Look through the data below and extract, unchanged, the lines from the one that contains "path.moveTo(r[0], r[1]);" to the one that contains "context.lineWidth = width;", both included.

Data records:
>>>>>

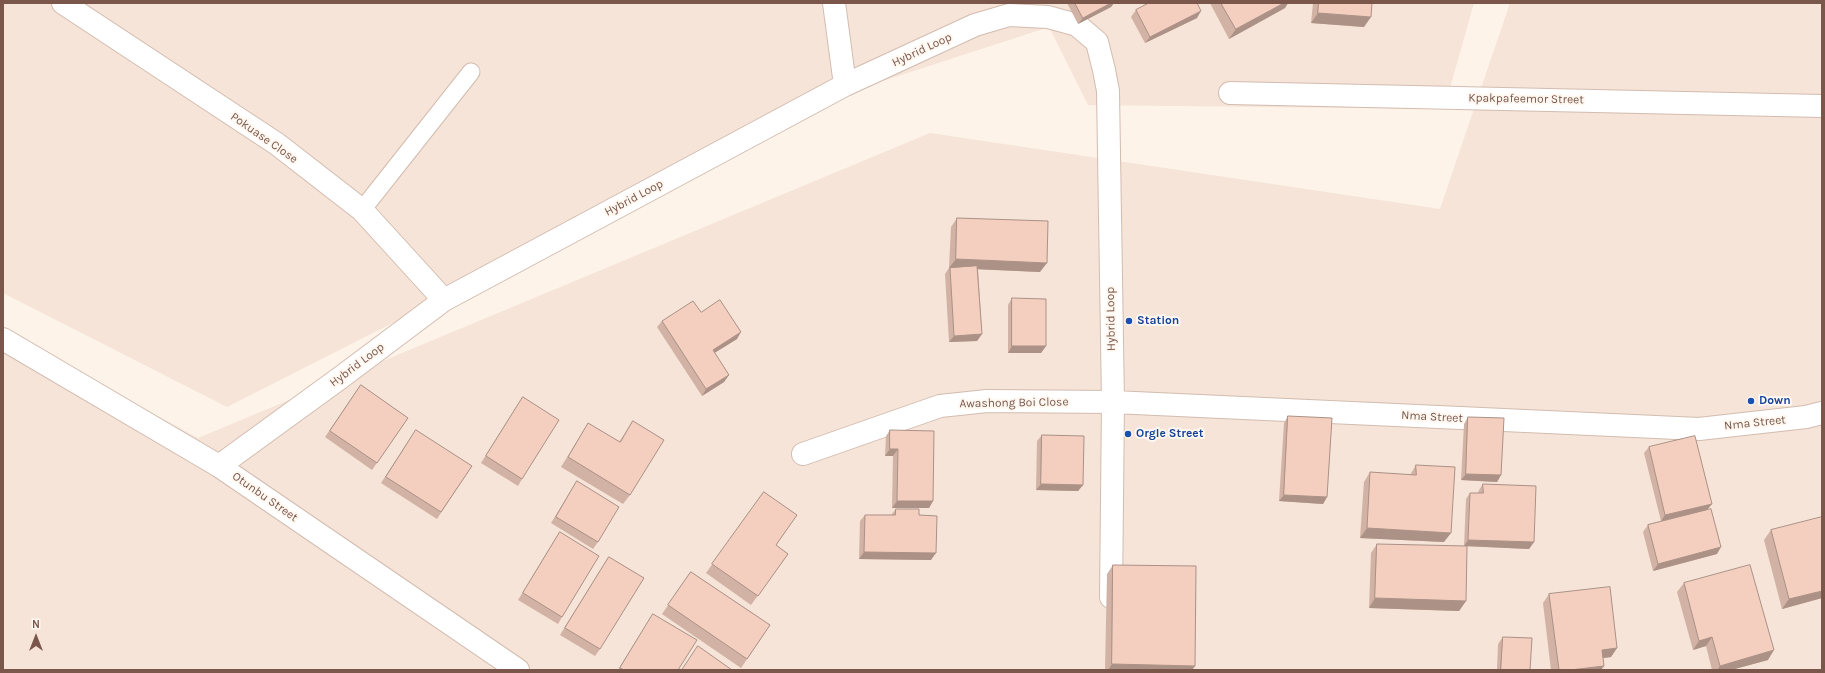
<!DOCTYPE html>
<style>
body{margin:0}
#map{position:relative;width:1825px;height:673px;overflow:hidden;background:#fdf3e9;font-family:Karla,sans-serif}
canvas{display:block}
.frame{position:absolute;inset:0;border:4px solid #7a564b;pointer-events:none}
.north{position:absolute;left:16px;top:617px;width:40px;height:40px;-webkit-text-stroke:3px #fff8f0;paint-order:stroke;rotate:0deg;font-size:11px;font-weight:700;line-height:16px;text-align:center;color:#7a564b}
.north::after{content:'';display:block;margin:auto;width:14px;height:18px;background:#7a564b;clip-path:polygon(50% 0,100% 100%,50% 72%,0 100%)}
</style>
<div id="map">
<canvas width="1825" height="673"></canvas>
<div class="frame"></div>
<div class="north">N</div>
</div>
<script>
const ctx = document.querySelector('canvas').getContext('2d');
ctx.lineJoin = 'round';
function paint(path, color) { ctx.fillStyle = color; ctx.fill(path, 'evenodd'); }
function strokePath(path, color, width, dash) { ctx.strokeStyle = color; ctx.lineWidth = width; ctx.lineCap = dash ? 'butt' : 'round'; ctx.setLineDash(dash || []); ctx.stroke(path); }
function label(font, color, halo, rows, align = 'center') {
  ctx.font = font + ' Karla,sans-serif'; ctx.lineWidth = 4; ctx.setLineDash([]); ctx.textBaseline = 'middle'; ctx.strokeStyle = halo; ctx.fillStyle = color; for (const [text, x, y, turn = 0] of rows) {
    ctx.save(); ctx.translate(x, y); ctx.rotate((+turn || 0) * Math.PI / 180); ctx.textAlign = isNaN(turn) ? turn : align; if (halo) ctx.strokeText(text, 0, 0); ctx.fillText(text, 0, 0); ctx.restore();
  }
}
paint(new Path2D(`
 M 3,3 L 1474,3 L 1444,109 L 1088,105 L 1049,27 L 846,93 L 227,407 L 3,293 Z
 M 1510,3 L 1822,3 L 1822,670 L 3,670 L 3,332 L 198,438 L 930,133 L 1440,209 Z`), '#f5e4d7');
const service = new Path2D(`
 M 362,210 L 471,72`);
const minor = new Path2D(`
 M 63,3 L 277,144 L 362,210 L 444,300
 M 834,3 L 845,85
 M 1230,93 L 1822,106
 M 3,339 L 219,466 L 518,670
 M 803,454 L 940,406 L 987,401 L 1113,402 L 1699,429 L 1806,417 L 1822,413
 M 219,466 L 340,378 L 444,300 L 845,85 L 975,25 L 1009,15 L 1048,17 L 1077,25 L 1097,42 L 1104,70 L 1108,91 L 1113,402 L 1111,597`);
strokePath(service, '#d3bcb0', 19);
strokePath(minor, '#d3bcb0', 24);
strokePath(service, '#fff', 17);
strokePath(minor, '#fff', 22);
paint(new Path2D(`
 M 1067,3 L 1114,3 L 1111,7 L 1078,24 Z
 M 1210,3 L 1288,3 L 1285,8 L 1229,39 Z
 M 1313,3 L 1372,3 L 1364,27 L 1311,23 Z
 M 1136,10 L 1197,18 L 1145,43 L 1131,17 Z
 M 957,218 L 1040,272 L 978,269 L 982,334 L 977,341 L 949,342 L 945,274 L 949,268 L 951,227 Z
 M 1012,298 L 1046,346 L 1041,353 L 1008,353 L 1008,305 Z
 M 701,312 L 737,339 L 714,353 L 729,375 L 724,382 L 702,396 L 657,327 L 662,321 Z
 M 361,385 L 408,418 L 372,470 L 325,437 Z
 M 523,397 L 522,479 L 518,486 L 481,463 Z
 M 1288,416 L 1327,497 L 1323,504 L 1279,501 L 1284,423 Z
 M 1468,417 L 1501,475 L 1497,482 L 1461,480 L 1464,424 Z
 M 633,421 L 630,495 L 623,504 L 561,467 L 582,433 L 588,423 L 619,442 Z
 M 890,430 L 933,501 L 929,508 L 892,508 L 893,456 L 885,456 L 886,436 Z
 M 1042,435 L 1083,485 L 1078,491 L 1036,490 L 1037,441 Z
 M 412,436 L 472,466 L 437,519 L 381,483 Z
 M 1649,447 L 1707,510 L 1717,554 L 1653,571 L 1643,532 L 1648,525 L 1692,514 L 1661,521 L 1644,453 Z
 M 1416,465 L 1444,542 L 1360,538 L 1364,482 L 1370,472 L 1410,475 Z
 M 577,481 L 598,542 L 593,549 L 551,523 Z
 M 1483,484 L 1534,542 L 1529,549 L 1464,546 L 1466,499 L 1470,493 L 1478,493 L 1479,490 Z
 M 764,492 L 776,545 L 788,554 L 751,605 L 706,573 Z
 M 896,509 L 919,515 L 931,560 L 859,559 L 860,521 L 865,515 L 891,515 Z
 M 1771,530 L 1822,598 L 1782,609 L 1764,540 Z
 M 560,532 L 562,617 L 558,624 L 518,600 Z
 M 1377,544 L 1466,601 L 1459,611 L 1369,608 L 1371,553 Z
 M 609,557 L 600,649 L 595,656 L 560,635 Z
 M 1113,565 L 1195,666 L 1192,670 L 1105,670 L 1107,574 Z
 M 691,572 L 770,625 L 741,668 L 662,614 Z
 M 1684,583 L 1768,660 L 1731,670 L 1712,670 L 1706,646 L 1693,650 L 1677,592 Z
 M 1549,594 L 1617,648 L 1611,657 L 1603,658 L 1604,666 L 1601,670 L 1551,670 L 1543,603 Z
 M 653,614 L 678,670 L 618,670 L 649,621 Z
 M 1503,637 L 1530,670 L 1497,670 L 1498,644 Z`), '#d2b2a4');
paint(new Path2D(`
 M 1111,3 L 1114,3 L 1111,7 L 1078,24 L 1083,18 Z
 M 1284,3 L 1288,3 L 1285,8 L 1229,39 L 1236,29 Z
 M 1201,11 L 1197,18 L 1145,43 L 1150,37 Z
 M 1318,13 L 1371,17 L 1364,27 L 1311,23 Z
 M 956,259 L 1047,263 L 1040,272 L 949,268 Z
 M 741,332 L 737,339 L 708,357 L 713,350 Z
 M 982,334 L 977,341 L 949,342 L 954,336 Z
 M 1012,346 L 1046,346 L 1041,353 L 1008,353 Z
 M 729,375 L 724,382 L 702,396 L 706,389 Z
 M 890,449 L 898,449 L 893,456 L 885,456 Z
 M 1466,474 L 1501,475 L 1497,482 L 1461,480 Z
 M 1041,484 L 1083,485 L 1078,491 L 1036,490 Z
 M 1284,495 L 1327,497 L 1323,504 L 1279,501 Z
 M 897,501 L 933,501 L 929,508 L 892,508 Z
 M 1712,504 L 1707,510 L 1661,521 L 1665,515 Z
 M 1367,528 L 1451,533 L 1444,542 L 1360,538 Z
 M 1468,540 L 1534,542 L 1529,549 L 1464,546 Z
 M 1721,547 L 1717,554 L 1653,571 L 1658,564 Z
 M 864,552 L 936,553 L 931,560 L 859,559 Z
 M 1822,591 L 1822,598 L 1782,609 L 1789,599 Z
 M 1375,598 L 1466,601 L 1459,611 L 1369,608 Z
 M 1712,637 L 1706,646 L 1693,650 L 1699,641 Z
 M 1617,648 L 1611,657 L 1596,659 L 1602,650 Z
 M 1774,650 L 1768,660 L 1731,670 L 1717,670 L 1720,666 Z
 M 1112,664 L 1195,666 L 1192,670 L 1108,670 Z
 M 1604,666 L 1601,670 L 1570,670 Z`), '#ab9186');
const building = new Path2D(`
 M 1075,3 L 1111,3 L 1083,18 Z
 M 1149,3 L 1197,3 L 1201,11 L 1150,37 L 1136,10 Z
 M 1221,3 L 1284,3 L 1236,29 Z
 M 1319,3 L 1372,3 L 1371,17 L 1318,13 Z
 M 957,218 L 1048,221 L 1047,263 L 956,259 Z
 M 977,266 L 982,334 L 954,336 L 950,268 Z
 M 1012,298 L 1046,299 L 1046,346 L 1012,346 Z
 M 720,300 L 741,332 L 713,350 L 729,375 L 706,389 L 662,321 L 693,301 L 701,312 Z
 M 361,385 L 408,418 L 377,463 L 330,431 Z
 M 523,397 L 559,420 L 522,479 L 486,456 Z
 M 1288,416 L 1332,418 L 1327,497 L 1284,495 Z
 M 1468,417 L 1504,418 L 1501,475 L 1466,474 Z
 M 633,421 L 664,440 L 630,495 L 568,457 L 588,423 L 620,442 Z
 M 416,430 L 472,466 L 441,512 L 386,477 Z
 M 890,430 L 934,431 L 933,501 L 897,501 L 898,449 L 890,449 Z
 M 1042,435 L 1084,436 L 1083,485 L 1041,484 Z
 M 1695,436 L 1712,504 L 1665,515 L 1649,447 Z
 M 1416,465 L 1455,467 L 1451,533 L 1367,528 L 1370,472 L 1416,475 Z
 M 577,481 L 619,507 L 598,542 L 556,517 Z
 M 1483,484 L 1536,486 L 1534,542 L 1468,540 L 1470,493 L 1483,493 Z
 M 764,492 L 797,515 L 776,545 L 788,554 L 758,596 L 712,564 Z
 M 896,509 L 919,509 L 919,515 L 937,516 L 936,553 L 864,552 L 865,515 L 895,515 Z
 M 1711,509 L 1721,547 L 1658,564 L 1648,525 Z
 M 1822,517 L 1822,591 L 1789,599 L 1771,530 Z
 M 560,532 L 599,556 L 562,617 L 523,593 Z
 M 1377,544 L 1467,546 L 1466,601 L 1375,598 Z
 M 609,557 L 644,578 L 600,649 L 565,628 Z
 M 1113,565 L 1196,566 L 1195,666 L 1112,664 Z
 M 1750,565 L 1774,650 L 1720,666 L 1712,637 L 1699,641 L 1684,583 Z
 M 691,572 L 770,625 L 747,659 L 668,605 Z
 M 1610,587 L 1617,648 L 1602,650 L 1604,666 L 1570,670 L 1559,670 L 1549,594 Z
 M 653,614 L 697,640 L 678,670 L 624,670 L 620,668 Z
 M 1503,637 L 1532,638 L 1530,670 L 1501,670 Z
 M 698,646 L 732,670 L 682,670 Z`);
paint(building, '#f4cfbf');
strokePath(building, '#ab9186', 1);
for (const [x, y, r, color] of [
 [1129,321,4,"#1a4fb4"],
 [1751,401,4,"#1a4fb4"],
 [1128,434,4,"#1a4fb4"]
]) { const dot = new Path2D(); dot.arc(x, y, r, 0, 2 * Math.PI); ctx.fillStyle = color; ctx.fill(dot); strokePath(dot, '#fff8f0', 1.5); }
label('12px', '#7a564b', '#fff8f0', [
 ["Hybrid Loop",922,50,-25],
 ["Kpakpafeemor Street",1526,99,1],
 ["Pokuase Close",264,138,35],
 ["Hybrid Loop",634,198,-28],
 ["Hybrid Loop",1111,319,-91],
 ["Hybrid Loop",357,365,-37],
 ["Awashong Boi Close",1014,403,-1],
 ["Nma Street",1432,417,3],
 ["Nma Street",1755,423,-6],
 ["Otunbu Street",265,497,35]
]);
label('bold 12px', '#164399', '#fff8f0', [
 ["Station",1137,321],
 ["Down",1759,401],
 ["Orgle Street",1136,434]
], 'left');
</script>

<<<<<
>>>>>

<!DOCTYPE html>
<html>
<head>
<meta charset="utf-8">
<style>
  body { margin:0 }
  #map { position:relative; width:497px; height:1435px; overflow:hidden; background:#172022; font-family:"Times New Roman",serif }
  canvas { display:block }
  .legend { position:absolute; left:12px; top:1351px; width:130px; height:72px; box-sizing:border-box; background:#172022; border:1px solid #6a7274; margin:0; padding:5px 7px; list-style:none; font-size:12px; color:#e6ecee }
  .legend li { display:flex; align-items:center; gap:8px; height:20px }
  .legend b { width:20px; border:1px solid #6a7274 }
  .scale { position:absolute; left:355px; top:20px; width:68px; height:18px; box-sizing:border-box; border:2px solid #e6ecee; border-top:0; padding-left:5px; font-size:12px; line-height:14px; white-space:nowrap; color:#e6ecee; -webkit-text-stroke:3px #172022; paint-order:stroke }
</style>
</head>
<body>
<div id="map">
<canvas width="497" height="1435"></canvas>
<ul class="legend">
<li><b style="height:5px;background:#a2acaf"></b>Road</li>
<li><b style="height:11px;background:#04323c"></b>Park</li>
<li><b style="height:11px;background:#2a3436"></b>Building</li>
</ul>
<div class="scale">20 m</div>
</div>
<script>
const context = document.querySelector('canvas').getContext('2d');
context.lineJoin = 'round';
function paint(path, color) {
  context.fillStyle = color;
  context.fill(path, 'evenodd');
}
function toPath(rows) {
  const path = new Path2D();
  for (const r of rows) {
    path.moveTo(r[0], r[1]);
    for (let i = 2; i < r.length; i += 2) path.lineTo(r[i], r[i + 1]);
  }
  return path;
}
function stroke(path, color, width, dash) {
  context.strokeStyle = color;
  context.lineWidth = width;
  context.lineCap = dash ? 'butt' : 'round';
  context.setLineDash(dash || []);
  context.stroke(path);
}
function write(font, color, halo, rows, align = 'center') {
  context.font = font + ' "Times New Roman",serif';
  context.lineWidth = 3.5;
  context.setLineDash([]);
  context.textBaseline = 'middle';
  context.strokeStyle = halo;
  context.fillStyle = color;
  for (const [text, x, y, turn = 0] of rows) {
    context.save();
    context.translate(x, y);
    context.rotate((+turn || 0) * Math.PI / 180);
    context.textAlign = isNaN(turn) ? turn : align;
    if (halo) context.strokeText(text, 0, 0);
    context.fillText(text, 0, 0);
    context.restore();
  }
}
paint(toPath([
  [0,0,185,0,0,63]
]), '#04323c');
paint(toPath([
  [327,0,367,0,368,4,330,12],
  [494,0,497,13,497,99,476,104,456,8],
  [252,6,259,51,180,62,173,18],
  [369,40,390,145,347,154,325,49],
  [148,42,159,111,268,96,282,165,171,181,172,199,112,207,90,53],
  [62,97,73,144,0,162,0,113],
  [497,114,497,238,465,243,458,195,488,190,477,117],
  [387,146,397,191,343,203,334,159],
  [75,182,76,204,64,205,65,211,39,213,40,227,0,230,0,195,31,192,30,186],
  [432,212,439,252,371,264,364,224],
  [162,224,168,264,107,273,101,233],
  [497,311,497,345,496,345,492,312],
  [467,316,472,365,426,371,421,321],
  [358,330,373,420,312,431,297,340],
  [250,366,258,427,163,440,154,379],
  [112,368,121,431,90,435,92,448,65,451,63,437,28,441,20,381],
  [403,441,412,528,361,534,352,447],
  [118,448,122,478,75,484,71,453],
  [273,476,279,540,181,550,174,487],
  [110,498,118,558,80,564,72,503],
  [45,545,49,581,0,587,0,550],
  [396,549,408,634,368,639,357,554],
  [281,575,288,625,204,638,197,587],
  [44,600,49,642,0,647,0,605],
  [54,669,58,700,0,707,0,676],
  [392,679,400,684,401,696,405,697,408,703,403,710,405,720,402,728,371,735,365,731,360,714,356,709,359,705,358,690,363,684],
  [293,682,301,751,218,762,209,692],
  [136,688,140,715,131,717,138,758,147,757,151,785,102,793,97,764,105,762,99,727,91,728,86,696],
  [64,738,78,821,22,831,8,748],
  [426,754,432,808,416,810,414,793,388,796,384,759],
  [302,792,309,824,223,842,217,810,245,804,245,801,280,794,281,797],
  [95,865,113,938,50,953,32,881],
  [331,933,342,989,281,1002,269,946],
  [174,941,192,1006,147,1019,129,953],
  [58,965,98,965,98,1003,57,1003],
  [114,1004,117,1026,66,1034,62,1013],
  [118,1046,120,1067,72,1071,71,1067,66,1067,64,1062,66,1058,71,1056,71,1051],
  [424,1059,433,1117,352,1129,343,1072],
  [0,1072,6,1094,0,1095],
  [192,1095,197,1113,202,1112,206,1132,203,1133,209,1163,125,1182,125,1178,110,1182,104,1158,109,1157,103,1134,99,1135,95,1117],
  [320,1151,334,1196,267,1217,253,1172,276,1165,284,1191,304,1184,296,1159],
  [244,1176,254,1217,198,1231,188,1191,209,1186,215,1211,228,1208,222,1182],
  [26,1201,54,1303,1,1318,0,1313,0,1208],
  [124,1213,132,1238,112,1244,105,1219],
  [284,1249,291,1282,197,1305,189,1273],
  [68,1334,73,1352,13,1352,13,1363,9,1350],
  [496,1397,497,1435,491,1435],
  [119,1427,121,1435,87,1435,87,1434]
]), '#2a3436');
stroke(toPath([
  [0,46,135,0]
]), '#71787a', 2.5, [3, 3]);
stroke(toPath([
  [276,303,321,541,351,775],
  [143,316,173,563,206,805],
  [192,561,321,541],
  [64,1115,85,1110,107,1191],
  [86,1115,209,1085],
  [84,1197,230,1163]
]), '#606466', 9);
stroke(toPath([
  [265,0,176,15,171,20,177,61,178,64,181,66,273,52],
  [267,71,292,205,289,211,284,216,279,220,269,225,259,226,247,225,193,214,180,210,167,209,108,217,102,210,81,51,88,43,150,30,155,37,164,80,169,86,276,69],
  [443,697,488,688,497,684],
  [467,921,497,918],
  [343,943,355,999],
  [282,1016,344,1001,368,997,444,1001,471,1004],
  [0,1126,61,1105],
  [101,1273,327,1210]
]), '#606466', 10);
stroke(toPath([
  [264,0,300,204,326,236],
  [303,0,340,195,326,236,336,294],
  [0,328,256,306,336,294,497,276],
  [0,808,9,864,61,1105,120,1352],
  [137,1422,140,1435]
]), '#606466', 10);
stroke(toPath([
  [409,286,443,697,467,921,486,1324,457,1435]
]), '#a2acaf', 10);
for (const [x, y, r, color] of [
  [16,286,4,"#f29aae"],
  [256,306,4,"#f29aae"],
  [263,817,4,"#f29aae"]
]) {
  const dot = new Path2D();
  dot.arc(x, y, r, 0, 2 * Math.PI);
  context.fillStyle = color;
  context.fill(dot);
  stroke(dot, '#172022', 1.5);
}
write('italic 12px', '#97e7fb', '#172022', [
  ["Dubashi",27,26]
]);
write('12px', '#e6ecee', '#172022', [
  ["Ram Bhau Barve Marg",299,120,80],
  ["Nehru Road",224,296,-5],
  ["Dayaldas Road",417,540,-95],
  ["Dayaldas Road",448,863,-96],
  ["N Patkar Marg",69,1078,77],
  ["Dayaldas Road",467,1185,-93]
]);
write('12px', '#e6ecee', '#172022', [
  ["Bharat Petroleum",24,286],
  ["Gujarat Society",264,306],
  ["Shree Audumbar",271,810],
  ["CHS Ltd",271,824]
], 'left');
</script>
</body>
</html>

<<<<<

Task response >>
    path.moveTo(r[0], r[1]);
    for (let i = 2; i < r.length; i += 2) path.lineTo(r[i], r[i + 1]);
  }
  return path;
}
function stroke(path, color, width, dash) {
  context.strokeStyle = color;
  context.lineWidth = width;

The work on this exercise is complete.